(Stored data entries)
****************

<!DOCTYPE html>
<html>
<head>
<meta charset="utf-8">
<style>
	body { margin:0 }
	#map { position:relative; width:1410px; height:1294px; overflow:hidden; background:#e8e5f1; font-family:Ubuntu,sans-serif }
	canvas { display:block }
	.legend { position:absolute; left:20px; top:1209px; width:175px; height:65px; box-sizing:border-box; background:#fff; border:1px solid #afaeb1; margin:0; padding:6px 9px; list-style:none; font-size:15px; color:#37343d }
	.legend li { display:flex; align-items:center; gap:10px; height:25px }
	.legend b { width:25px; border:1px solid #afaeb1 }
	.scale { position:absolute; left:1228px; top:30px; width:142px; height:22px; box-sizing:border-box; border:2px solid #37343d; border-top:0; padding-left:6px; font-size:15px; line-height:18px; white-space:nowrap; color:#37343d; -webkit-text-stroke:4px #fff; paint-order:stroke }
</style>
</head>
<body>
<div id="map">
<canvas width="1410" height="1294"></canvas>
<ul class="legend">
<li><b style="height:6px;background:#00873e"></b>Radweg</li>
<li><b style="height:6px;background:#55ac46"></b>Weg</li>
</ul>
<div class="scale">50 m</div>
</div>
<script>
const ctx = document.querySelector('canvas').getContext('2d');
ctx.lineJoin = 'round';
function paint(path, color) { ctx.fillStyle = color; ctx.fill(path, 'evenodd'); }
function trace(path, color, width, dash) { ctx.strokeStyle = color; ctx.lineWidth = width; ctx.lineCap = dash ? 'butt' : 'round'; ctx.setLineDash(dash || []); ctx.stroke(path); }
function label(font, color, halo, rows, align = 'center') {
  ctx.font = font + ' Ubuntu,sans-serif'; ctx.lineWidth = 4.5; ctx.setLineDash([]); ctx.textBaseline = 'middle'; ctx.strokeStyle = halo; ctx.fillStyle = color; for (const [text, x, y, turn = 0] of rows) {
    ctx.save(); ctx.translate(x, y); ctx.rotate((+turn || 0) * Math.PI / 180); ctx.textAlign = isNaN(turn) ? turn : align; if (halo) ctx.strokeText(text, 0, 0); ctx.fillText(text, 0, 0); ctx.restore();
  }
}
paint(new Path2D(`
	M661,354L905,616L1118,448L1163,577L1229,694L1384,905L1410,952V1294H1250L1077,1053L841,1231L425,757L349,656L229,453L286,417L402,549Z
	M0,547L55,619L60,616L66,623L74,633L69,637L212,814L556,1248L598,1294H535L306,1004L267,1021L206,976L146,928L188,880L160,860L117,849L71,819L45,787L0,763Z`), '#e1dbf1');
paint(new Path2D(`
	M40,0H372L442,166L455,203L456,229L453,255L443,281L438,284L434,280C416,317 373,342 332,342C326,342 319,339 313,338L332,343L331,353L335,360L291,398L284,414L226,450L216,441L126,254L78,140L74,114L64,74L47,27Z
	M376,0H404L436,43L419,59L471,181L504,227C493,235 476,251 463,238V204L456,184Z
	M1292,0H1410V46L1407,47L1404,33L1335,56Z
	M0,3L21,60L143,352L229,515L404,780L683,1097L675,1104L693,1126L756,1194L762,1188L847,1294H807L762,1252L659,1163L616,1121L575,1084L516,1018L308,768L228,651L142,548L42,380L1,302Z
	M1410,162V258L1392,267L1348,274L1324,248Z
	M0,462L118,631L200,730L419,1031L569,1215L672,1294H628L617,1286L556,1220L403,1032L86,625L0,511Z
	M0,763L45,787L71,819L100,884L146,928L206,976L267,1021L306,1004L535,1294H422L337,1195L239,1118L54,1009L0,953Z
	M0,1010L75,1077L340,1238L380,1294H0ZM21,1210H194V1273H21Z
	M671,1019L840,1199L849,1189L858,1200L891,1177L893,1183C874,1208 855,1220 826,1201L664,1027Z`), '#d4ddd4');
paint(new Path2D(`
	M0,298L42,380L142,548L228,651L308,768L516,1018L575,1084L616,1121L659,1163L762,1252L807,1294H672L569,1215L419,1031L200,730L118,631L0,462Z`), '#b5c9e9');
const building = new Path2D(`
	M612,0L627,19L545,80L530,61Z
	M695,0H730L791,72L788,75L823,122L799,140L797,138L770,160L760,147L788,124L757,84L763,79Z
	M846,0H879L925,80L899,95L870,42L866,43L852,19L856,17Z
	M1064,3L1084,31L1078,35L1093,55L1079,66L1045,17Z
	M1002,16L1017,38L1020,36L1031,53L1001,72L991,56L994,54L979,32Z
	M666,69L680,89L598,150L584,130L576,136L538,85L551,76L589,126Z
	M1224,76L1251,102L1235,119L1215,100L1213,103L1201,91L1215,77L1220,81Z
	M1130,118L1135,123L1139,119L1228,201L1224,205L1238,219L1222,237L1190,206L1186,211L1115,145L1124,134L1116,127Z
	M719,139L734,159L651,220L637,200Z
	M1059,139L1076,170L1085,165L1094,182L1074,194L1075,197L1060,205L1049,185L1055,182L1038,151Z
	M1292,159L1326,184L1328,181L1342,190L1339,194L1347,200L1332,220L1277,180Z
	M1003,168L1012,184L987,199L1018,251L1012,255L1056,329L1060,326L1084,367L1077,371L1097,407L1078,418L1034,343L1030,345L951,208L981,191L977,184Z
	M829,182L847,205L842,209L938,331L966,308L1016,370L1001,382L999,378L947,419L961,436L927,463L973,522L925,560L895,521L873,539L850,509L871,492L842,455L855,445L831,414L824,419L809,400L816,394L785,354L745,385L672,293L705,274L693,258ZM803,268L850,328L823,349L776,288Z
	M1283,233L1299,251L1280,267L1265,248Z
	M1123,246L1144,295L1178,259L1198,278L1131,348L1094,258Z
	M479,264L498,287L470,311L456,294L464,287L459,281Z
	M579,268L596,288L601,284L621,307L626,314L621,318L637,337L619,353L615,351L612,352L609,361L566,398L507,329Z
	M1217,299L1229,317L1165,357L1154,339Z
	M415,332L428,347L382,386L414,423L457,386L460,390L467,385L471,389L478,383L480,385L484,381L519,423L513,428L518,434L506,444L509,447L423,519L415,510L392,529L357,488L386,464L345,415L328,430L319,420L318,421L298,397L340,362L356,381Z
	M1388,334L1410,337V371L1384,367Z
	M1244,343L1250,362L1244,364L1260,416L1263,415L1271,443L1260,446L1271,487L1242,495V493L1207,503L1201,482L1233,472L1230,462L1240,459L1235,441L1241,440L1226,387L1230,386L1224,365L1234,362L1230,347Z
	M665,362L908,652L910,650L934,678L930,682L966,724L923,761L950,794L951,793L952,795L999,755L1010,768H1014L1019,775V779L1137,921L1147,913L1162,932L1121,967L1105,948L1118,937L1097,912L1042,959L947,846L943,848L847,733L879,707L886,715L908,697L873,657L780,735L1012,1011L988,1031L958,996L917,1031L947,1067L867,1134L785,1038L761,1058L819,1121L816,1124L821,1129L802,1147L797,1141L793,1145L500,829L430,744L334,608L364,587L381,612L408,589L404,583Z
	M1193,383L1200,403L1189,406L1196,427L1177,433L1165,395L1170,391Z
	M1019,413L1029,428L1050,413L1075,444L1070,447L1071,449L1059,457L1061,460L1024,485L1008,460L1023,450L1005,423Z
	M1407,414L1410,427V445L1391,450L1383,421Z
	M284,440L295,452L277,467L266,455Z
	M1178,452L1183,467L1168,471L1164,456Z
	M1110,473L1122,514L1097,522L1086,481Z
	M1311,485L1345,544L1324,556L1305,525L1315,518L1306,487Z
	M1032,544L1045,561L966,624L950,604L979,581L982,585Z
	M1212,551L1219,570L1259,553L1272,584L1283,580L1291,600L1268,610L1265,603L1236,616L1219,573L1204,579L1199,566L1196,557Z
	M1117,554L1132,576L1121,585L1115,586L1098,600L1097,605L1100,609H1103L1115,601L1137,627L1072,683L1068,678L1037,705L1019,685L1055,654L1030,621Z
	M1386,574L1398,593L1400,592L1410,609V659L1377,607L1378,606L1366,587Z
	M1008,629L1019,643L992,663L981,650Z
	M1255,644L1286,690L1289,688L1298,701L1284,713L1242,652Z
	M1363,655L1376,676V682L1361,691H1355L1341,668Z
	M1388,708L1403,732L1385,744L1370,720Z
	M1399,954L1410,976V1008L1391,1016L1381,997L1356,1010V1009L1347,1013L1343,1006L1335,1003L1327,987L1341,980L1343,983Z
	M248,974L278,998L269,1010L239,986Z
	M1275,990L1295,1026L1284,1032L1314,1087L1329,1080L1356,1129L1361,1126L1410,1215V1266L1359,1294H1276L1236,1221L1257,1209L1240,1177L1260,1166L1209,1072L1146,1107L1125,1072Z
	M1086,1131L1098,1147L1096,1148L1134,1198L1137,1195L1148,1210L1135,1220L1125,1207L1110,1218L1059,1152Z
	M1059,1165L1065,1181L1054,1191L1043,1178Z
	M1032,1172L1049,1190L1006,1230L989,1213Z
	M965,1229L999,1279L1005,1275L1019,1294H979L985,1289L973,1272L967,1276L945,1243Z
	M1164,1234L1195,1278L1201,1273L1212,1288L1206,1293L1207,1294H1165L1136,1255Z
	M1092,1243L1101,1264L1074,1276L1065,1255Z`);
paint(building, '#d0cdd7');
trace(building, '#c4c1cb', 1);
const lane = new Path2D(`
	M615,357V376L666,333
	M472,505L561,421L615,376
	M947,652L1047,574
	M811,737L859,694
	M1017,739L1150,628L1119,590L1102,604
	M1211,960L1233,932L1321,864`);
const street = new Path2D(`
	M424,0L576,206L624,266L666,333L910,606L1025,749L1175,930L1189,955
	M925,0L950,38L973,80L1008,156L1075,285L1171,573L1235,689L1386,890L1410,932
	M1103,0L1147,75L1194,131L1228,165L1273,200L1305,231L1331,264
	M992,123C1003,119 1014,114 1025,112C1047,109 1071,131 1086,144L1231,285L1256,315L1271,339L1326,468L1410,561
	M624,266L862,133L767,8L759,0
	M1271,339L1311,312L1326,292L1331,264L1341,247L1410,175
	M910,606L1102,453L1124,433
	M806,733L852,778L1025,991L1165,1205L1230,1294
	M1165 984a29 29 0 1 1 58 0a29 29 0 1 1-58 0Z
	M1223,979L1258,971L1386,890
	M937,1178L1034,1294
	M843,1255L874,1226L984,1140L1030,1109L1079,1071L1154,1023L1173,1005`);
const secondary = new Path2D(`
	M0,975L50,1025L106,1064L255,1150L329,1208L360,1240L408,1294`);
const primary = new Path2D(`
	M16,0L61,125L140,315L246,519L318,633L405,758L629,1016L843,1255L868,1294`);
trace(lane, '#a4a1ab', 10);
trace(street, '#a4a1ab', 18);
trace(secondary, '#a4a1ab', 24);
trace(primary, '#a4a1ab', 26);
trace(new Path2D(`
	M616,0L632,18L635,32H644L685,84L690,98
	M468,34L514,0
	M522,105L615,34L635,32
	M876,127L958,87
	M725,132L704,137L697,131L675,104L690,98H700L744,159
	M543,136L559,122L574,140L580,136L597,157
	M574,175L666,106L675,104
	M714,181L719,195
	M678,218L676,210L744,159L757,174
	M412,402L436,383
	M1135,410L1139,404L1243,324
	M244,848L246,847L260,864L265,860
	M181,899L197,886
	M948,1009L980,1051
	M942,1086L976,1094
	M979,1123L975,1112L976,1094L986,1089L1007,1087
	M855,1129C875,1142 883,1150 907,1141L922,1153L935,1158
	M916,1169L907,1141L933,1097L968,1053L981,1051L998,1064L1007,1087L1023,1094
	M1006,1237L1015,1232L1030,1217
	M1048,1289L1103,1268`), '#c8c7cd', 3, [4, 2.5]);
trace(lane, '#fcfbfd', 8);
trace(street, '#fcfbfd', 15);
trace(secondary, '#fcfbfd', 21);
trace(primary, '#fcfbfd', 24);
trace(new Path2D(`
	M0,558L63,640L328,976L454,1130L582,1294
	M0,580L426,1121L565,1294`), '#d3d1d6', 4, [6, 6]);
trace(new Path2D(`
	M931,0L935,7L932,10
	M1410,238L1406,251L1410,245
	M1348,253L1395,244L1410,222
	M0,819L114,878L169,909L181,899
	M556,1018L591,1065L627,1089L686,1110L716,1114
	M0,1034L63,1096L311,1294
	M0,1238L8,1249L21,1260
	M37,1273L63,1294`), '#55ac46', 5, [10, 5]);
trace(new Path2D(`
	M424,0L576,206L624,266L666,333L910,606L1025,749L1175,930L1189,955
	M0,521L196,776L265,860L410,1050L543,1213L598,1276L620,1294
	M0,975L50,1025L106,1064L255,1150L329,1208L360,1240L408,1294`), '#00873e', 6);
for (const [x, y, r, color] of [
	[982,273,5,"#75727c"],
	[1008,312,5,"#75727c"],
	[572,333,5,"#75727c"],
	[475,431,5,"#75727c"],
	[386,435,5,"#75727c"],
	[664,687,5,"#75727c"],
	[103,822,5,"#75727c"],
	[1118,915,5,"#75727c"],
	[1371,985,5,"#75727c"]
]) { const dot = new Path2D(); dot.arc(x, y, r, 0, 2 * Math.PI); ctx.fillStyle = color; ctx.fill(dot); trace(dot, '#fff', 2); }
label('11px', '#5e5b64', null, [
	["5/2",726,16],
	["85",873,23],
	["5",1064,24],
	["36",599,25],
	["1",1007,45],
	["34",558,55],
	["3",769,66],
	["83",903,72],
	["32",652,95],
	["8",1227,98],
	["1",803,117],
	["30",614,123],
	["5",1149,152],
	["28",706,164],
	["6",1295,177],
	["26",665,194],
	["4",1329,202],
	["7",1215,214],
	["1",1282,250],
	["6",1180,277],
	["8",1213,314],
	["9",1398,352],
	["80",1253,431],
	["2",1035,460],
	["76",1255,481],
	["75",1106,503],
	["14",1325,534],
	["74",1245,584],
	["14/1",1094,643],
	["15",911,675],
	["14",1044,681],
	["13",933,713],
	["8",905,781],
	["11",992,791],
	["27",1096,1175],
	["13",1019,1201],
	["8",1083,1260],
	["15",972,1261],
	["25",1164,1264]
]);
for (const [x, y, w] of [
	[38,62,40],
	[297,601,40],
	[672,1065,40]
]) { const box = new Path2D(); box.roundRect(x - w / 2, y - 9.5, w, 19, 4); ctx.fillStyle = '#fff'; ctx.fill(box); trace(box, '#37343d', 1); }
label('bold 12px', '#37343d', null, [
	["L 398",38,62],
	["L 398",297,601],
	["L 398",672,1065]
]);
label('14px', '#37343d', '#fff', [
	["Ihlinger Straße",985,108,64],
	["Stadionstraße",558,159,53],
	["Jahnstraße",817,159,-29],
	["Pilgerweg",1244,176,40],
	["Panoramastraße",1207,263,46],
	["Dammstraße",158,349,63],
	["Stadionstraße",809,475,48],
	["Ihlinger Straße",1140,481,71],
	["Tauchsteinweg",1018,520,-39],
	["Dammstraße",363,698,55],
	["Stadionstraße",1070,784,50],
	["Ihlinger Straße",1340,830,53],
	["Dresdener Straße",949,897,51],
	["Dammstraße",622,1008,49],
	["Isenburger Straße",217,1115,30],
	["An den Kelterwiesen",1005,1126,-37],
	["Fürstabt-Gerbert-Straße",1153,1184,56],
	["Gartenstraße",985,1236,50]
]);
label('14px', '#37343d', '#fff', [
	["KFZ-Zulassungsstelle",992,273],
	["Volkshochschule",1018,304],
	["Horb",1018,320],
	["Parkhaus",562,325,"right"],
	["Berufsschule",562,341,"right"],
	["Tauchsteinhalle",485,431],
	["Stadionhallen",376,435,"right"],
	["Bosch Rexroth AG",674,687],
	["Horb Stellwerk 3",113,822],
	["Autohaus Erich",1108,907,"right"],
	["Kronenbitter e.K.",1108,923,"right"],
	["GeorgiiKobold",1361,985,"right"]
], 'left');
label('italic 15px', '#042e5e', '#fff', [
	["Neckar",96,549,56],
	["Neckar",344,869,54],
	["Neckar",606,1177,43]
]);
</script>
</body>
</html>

****************

§ What to produce:
For each line above that includes the word "color", make a copy of that line.

§ Solution to the problem:
	.legend { position:absolute; left:20px; top:1209px; width:175px; height:65px; box-sizing:border-box; background:#fff; border:1px solid #afaeb1; margin:0; padding:6px 9px; list-style:none; font-size:15px; color:#37343d }
	.scale { position:absolute; left:1228px; top:30px; width:142px; height:22px; box-sizing:border-box; border:2px solid #37343d; border-top:0; padding-left:6px; font-size:15px; line-height:18px; white-space:nowrap; color:#37343d; -webkit-text-stroke:4px #fff; paint-order:stroke }
function paint(path, color) { ctx.fillStyle = color; ctx.fill(path, 'evenodd'); }
function trace(path, color, width, dash) { ctx.strokeStyle = color; ctx.lineWidth = width; ctx.lineCap = dash ? 'butt' : 'round'; ctx.setLineDash(dash || []); ctx.stroke(path); }
function label(font, color, halo, rows, align = 'center') {
  ctx.font = font + ' Ubuntu,sans-serif'; ctx.lineWidth = 4.5; ctx.setLineDash([]); ctx.textBaseline = 'middle'; ctx.strokeStyle = halo; ctx.fillStyle = color; for (const [text, x, y, turn = 0] of rows) {
for (const [x, y, r, color] of [
]) { const dot = new Path2D(); dot.arc(x, y, r, 0, 2 * Math.PI); ctx.fillStyle = color; ctx.fill(dot); trace(dot, '#fff', 2); }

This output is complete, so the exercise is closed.